- Opening Delimiter -
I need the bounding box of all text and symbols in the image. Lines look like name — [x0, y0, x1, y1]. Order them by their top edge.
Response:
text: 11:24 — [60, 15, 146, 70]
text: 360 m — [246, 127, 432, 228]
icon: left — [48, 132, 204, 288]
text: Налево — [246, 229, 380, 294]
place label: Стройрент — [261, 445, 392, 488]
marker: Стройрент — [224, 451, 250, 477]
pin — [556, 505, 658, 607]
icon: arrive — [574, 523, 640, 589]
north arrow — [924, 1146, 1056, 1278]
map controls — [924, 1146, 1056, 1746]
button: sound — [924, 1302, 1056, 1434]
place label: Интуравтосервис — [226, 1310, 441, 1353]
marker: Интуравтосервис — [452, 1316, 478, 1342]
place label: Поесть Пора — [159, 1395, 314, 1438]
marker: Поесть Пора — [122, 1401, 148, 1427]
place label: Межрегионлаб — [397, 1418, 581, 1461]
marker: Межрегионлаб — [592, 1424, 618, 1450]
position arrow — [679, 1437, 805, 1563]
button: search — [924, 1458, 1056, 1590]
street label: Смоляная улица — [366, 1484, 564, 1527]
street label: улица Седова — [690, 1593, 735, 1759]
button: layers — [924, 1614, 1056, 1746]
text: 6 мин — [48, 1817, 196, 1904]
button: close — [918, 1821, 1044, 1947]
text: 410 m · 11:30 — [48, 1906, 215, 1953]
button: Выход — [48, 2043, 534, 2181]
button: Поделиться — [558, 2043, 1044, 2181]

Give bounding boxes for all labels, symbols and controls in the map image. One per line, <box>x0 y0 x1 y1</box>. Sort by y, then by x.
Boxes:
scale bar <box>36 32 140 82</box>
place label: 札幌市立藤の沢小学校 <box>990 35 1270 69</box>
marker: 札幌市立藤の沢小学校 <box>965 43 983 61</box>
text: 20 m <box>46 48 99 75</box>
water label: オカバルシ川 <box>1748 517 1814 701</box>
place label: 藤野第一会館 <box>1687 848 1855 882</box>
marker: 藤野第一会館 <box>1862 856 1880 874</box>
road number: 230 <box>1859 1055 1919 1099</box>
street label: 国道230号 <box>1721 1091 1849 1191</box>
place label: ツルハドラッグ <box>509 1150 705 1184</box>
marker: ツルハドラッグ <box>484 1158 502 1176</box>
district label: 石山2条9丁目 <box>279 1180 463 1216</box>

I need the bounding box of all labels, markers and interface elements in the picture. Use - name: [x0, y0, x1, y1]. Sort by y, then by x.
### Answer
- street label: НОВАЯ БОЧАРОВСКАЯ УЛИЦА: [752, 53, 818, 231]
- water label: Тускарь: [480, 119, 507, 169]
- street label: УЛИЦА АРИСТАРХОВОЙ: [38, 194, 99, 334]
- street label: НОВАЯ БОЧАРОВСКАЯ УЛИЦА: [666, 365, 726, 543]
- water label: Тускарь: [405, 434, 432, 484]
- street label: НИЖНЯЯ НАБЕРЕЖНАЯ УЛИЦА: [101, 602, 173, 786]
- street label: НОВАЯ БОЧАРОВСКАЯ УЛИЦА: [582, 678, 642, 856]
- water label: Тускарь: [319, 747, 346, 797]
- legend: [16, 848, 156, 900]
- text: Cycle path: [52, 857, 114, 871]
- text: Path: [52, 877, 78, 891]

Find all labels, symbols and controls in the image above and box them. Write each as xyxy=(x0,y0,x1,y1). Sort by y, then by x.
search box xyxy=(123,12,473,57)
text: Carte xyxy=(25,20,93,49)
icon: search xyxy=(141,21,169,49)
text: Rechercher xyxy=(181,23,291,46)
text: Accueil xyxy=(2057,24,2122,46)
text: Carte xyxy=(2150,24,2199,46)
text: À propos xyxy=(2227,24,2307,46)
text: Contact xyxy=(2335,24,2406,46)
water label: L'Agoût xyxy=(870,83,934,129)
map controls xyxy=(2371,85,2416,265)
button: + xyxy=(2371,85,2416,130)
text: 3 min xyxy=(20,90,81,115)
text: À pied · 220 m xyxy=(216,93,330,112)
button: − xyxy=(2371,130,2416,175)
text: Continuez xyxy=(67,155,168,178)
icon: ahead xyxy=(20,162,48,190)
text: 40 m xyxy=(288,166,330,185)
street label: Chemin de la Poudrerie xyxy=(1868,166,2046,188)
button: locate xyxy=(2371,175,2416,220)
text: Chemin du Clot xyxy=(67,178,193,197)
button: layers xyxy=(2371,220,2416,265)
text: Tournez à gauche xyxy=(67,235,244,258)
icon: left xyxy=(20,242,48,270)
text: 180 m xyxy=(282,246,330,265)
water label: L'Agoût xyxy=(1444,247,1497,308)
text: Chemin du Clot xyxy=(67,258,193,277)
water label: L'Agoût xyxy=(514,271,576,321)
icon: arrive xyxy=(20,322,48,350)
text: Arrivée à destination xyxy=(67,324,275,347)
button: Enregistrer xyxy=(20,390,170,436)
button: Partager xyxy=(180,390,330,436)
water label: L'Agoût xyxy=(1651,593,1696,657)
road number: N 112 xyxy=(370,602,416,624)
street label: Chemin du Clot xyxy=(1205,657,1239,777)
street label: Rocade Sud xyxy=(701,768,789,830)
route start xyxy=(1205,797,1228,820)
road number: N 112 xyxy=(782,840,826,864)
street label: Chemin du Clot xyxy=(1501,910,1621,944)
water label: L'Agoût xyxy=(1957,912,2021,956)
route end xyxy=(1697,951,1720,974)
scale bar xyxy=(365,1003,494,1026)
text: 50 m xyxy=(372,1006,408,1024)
- Closing Delimiter -
● Task directions:
Reproduce every line from the entries that holds the word "search".

● Response box:
button: search — [924, 1458, 1056, 1590]
search box xyxy=(123,12,473,57)
icon: search xyxy=(141,21,169,49)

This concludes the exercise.